Extracted data entries

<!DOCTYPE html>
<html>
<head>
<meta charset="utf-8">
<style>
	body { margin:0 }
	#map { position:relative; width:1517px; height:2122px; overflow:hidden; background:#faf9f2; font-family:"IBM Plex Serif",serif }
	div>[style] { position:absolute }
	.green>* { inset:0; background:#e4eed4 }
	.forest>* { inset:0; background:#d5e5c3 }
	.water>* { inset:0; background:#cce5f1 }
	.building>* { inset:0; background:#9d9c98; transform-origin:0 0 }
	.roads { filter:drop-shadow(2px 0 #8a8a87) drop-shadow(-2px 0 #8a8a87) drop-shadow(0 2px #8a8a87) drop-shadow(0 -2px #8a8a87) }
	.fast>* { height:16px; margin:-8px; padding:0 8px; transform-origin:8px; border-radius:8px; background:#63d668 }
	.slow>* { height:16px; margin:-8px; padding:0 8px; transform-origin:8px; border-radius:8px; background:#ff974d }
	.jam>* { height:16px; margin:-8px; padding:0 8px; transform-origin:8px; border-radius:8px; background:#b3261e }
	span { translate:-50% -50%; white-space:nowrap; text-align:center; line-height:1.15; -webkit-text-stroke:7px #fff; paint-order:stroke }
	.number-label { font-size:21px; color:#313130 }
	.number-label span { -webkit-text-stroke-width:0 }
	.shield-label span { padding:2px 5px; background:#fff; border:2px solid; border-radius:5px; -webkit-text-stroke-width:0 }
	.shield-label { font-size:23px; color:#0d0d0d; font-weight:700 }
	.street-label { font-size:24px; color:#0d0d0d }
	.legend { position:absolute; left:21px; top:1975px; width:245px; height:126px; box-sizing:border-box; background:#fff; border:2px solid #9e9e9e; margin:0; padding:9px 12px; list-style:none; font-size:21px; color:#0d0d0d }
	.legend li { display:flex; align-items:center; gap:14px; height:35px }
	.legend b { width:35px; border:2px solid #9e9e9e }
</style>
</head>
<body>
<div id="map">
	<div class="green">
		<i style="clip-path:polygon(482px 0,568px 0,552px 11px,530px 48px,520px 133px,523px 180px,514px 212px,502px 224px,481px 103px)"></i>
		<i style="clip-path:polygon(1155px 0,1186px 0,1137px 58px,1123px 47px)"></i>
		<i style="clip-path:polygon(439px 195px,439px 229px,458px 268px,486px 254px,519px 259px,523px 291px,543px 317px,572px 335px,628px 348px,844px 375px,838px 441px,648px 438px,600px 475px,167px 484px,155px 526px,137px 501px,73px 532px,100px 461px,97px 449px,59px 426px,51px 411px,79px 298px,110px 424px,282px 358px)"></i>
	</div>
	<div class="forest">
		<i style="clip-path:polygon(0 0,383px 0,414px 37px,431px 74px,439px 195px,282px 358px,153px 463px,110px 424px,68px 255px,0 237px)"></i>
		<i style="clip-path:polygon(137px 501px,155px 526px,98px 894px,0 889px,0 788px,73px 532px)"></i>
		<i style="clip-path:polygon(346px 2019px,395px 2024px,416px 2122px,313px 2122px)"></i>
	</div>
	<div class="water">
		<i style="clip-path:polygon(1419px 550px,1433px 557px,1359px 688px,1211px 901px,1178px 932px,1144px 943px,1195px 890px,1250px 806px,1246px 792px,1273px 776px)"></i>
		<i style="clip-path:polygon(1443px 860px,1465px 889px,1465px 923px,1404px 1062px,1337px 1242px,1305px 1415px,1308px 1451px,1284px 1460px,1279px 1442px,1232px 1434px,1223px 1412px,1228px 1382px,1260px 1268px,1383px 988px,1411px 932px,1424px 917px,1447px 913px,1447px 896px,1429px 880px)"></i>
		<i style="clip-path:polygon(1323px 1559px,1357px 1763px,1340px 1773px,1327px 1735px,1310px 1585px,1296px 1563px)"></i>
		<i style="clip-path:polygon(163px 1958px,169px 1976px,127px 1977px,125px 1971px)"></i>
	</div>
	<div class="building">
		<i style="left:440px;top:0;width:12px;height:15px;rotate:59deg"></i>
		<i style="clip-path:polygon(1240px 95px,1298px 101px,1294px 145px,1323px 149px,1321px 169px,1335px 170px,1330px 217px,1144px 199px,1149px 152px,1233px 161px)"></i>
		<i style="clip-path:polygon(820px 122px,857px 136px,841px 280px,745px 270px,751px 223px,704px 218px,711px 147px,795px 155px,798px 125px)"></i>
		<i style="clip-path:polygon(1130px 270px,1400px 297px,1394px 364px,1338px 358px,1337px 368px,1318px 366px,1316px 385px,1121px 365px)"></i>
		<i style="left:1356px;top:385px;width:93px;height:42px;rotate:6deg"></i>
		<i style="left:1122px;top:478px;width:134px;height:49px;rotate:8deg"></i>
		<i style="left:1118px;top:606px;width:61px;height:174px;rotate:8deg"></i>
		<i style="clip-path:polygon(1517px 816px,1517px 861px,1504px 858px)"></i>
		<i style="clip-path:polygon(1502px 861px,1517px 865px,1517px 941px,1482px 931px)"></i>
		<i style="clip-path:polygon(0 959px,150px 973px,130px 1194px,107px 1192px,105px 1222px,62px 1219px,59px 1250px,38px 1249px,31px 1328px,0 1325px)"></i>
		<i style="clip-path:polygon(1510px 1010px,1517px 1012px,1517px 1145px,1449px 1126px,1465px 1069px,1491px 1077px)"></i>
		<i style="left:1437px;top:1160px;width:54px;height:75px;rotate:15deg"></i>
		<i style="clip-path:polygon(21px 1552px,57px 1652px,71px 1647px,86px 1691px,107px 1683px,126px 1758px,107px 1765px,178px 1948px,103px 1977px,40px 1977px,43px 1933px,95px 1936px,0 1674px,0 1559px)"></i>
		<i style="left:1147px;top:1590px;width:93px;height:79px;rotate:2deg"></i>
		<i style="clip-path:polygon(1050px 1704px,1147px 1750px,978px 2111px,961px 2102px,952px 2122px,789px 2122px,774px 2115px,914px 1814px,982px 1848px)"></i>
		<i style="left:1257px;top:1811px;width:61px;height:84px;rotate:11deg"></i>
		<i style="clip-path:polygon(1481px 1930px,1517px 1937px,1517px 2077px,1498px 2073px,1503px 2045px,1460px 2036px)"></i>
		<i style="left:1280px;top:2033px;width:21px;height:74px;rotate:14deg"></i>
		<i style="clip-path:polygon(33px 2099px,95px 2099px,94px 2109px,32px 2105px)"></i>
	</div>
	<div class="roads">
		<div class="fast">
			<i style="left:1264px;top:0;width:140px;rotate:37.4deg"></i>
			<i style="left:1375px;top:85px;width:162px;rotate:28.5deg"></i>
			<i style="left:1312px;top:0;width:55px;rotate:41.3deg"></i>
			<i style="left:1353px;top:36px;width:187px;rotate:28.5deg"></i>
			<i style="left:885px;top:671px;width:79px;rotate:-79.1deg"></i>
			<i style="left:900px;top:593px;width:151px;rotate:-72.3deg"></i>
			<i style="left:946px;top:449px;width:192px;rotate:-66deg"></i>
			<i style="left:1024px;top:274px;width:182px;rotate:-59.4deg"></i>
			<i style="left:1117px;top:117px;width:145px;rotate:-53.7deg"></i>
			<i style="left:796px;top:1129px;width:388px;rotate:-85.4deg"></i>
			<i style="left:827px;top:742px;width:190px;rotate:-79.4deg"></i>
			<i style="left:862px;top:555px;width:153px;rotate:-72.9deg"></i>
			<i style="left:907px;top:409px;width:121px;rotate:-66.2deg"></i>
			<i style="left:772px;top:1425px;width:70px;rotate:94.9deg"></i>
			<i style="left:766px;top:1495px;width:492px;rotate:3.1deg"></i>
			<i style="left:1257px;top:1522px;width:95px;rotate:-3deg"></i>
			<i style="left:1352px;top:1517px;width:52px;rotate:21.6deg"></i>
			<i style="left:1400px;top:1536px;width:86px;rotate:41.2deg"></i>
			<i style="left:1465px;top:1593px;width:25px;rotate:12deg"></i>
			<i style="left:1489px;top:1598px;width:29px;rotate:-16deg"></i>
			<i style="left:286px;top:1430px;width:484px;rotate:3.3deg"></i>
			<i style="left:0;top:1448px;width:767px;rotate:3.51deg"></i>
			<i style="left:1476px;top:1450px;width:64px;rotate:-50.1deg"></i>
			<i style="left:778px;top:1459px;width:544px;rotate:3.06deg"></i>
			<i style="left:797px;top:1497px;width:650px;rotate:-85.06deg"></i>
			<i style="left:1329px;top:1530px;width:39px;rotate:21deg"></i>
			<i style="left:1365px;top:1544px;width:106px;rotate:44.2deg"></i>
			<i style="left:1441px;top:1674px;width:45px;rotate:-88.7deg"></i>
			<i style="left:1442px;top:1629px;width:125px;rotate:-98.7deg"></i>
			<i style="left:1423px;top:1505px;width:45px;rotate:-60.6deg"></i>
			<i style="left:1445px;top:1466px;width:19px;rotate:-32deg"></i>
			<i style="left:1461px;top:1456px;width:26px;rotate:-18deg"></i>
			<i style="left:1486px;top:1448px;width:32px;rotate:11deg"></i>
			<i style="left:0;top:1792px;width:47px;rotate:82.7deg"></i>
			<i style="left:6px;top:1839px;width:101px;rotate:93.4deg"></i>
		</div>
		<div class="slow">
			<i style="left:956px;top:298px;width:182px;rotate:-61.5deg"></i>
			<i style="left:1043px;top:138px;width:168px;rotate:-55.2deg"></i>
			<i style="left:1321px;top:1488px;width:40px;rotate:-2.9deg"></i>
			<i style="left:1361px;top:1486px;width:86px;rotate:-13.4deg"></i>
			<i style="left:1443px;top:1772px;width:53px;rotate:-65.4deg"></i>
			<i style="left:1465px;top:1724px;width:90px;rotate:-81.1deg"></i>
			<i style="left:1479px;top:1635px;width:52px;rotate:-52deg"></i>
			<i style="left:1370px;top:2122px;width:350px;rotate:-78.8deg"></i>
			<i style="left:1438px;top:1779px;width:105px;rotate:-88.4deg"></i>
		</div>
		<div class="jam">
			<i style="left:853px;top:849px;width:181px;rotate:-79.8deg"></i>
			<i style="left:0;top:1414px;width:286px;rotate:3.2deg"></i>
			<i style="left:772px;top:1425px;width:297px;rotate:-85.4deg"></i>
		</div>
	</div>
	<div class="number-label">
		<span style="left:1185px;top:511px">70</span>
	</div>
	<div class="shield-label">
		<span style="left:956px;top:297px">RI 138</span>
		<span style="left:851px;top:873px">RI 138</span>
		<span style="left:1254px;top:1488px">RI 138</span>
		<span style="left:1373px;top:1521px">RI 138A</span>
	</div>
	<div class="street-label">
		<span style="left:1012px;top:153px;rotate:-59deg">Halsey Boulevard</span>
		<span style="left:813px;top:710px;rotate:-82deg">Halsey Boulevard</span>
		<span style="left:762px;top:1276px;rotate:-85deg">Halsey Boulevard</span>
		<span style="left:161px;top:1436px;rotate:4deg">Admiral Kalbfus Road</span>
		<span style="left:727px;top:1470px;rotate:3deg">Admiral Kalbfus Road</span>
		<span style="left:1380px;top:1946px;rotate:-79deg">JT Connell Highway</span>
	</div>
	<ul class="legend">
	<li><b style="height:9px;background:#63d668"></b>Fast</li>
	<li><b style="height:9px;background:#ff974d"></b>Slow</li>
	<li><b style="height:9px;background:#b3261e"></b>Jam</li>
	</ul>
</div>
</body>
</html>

▶ **About this exercise**
Your response should be the lines above from the first to the one containing "display:flex; align-items:center; gap:14px;", inclusive, each given exactly.

▶ **Response area**
<!DOCTYPE html>
<html>
<head>
<meta charset="utf-8">
<style>
	body { margin:0 }
	#map { position:relative; width:1517px; height:2122px; overflow:hidden; background:#faf9f2; font-family:"IBM Plex Serif",serif }
	div>[style] { position:absolute }
	.green>* { inset:0; background:#e4eed4 }
	.forest>* { inset:0; background:#d5e5c3 }
	.water>* { inset:0; background:#cce5f1 }
	.building>* { inset:0; background:#9d9c98; transform-origin:0 0 }
	.roads { filter:drop-shadow(2px 0 #8a8a87) drop-shadow(-2px 0 #8a8a87) drop-shadow(0 2px #8a8a87) drop-shadow(0 -2px #8a8a87) }
	.fast>* { height:16px; margin:-8px; padding:0 8px; transform-origin:8px; border-radius:8px; background:#63d668 }
	.slow>* { height:16px; margin:-8px; padding:0 8px; transform-origin:8px; border-radius:8px; background:#ff974d }
	.jam>* { height:16px; margin:-8px; padding:0 8px; transform-origin:8px; border-radius:8px; background:#b3261e }
	span { translate:-50% -50%; white-space:nowrap; text-align:center; line-height:1.15; -webkit-text-stroke:7px #fff; paint-order:stroke }
	.number-label { font-size:21px; color:#313130 }
	.number-label span { -webkit-text-stroke-width:0 }
	.shield-label span { padding:2px 5px; background:#fff; border:2px solid; border-radius:5px; -webkit-text-stroke-width:0 }
	.shield-label { font-size:23px; color:#0d0d0d; font-weight:700 }
	.street-label { font-size:24px; color:#0d0d0d }
	.legend { position:absolute; left:21px; top:1975px; width:245px; height:126px; box-sizing:border-box; background:#fff; border:2px solid #9e9e9e; margin:0; padding:9px 12px; list-style:none; font-size:21px; color:#0d0d0d }
	.legend li { display:flex; align-items:center; gap:14px; height:35px }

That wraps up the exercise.